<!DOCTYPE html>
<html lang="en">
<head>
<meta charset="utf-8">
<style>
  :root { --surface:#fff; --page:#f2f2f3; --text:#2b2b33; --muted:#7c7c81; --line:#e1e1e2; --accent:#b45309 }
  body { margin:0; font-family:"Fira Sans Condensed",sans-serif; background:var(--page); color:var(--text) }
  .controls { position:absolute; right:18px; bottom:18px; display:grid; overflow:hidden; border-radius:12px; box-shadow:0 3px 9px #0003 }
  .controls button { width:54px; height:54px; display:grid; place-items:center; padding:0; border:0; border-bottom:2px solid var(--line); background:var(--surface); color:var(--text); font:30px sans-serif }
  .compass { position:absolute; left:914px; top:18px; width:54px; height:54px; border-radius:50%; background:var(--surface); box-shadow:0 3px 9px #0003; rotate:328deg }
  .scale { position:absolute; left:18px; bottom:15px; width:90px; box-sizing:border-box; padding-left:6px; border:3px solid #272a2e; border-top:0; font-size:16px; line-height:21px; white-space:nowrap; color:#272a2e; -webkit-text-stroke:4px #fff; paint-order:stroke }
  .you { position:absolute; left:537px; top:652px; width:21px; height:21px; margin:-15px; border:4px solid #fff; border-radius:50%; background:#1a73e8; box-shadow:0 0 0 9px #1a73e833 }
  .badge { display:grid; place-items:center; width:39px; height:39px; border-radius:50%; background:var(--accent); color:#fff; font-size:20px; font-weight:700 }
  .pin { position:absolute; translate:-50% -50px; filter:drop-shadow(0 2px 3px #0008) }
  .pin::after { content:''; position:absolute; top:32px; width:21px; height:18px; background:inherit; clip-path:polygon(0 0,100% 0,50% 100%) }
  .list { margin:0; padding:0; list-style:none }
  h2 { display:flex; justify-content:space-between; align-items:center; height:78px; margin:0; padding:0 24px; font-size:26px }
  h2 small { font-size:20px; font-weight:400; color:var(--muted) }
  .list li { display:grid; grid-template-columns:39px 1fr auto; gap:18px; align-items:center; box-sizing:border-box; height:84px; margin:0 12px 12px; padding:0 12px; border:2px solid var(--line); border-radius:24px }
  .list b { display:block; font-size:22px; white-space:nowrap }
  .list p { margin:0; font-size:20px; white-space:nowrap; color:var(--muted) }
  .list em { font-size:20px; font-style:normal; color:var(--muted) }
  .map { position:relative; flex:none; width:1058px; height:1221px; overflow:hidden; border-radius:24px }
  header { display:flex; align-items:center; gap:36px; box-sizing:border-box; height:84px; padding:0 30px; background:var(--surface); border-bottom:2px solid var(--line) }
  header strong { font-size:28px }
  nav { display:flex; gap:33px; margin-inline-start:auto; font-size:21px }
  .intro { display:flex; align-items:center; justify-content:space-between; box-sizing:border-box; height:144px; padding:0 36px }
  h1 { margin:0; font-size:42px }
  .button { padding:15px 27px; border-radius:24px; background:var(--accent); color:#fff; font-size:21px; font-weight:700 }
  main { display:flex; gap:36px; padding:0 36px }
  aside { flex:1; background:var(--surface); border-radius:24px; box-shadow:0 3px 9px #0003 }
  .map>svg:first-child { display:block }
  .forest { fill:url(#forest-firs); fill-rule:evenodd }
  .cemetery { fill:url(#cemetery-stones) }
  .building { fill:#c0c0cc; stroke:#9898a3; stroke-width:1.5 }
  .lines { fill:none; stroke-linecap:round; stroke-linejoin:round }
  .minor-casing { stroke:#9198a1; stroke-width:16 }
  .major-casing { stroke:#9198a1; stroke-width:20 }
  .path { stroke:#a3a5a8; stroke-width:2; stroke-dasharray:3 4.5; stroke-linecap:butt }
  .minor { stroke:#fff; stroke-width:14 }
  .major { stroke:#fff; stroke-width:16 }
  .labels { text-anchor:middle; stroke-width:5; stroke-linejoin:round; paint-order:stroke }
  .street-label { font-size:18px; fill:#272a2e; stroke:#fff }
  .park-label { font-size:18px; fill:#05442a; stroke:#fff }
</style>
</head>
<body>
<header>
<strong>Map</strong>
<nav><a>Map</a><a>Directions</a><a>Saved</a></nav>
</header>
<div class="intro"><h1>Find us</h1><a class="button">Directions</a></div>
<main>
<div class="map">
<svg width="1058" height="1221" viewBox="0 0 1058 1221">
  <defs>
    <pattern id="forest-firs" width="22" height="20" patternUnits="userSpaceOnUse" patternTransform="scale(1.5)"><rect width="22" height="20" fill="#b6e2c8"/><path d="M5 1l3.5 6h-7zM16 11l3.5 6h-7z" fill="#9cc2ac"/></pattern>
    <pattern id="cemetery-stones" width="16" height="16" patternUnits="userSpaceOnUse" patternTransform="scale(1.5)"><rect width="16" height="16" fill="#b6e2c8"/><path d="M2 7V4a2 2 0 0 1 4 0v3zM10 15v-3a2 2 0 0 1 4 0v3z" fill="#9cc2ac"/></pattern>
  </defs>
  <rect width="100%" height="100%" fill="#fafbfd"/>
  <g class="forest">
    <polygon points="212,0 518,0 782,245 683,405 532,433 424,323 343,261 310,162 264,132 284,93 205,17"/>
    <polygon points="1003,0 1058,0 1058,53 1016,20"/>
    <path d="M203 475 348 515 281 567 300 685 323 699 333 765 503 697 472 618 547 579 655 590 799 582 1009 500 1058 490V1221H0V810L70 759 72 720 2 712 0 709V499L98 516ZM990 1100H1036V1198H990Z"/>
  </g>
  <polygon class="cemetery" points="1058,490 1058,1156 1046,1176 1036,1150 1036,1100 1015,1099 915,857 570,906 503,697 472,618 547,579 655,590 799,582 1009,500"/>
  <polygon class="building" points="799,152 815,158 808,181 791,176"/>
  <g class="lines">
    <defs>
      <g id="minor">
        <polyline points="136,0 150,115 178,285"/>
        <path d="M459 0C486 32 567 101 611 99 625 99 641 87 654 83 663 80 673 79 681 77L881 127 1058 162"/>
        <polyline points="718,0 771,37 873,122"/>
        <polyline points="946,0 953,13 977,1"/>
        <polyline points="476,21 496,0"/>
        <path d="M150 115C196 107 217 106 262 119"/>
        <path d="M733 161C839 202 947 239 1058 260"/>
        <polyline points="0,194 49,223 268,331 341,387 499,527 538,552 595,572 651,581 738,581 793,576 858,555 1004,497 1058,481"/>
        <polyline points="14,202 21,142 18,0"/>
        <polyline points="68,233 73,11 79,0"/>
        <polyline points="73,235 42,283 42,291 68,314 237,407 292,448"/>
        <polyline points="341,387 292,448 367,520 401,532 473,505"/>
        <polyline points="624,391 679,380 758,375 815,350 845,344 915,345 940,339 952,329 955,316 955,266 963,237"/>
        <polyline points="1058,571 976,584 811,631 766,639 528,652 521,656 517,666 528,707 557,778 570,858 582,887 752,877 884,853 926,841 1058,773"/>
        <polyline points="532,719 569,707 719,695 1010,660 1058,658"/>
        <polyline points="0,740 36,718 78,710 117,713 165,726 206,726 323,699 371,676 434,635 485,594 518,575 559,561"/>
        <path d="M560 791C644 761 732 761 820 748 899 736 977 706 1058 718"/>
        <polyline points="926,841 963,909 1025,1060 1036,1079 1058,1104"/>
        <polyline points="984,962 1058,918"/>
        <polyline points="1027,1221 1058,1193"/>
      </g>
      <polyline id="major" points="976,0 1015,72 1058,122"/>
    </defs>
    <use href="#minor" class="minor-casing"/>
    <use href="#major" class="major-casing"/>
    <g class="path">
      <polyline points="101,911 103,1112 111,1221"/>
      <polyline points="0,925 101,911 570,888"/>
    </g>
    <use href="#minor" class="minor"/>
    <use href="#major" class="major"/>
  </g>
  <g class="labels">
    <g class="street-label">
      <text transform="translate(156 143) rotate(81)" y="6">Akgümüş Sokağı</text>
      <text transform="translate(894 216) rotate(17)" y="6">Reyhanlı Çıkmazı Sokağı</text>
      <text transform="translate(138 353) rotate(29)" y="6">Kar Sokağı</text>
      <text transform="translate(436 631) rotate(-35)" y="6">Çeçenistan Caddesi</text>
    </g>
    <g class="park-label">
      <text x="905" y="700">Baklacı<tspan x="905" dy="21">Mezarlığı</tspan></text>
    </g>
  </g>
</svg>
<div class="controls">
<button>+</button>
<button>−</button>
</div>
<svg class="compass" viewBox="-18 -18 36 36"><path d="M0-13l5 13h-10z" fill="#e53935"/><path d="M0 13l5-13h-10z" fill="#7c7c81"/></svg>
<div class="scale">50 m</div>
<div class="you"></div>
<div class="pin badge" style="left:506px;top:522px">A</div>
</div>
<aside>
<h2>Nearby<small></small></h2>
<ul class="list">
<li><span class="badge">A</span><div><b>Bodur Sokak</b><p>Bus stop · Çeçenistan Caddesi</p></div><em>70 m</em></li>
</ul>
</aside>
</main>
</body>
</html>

Assignment: For every line of the data above that contains "sans", copy that line.

Solved problem:
  body { margin:0; font-family:"Fira Sans Condensed",sans-serif; background:var(--page); color:var(--text) }
  .controls button { width:54px; height:54px; display:grid; place-items:center; padding:0; border:0; border-bottom:2px solid var(--line); background:var(--surface); color:var(--text); font:30px sans-serif }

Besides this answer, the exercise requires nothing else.